Google Earth to Sketchup Video Tutorial

5 02 2014

I’ve created my first video tutorial this evening.  Recently I’ve found myself needed to create a number of very quick context models for various project sites.  Fortunately for me, I remembered a technique that I learned a while ago, using buildings from Google Earth (and more specifically the Google 3d warehouse) to bring into sketchup.  I know that a number of you have heard my rants on sketchup and for those who haven’t I’m sure it’ll come up in the future.  Needless to say, I’m not typically a sketchup user, but I do have to say, this technique is VERY helpful.  Because of the past connection between Google, Google Earth, and (formerly) Google Sketchup, this technique starts and is fundamentally rooted in Sketchup.  Don’t worry fellow Rhino and 3D Max users, the next tutorial will talk about how to pull this out of sketchup and into another program.

Check out my video on youtube:


Hopefully this helps!  As always, please leave a comment or let me know if there’s anything that needs clarification.
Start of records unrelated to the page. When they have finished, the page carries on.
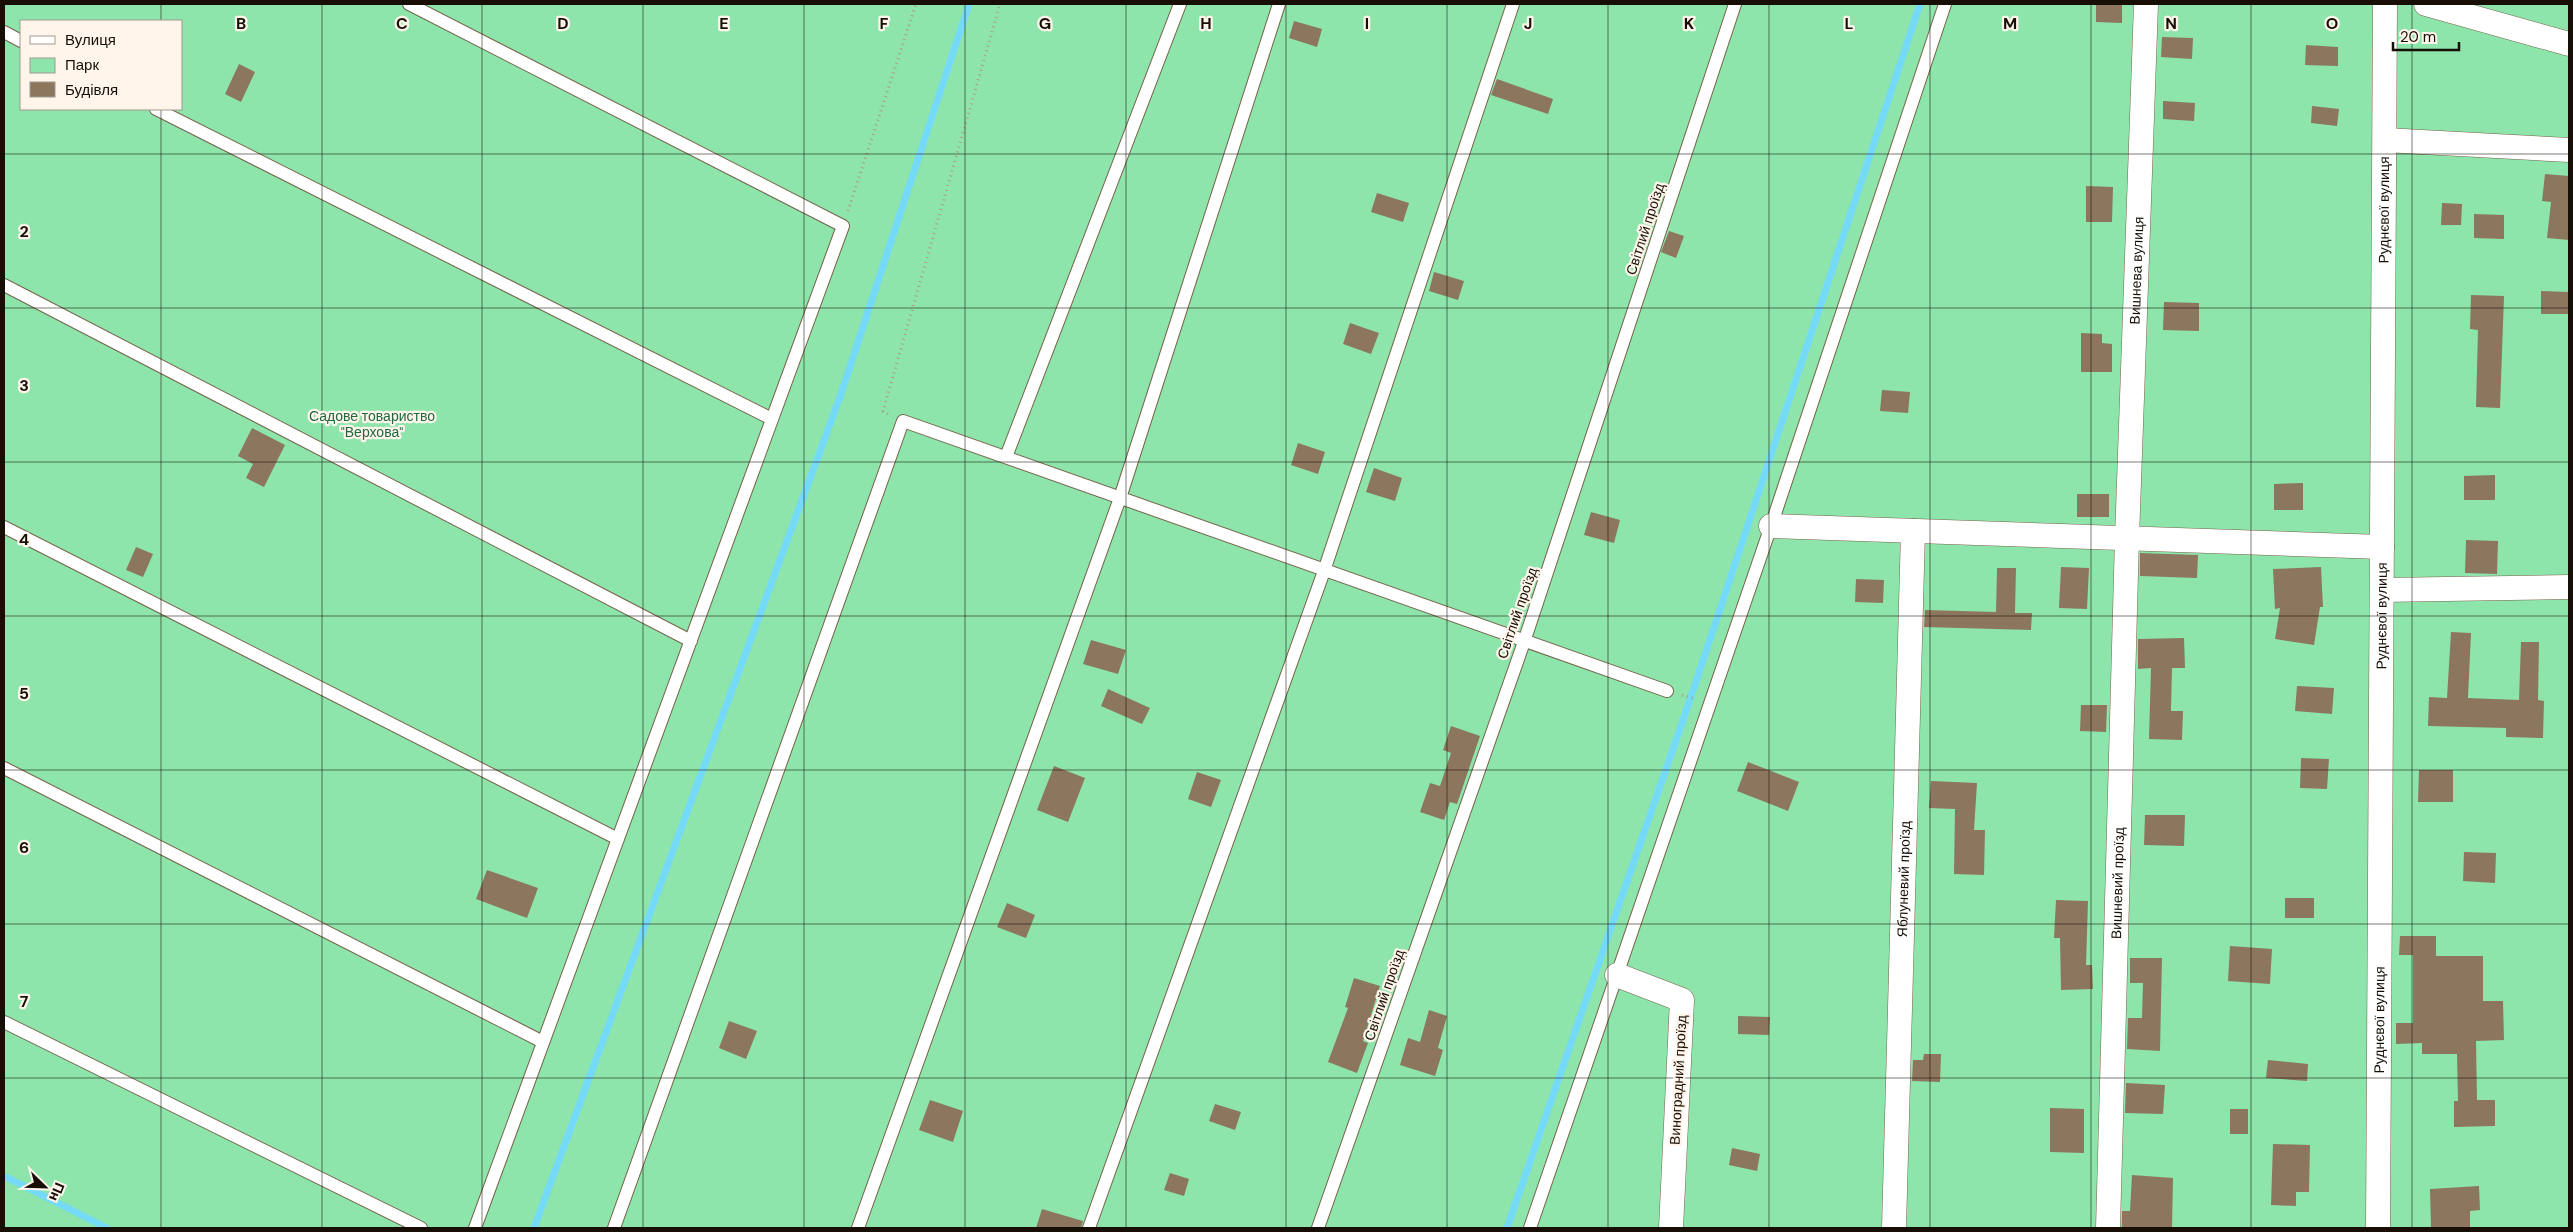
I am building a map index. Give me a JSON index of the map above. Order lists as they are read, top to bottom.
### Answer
{
  "streets": {
    "street": [
      "Руднєвої вулиця",
      "Вишнева вулиця",
      "Яблуневий проїзд",
      "Вишневий проїзд",
      "Виноградний проїзд"
    ],
    "lane": ["Світлий проїзд"]
  },
  "crossings": [
    ["Вишнева вулиця", "Вишневий проїзд"]
  ],
  "parks": ["Садове товариство \"Верхова\""],
  "legend": ["Вулиця", "Парк", "Будівля"],
  "scale_bar": "20 m",
  "north": "bottom right",
  "grid": {
    "columns": [
      "B",
      "C",
      "D",
      "E",
      "F",
      "G",
      "H",
      "I",
      "J",
      "K",
      "L",
      "M",
      "N",
      "O"
    ],
    "rows": [
      "2",
      "3",
      "4",
      "5",
      "6",
      "7"
    ]
  }
}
Vray Materials Part 4 – Refractions

18 01 2012

For those who aren’t keeping up, I have gone through a brief explanation of the differences between reflection and refraction in my previous post.  But to review, refraction is the visual distortion that occurs as a result of a transparent or translucent material having some level of density to it.  The light waves are deflected or change angle between the top surface of the material and the back surface.  As a result, any object that you apply a material with a refraction layer to MUST have a thickness.  Otherwise, the computer will try to calculate this difference, but be unable to (think of it as dividing by 0) and freak out, resulting in a black output.  As a side note, you will notice that adding a reflection layer and/or a refraction layer will cause an increase in render time because of the increase in computing the machine is asked to do.  It now must not only calculate the lighting and material, but also the way in which the light/materials reflect or refract and what will be seen as a result.  It’s just something that needs to be kept in mind, especially when working with large scenes, tight deadlines, slow machines, and impatient clients/bosses.


Refraction is often found in conjunction with reflective surfaces, think of a window that you can both see through and has a reflection, so it is most likely the case that you will add both a reflection layer and a refraction layer to your material.  I’m going to start by simply adding those two layers to a brand new material I’ll call “Refraction layer”.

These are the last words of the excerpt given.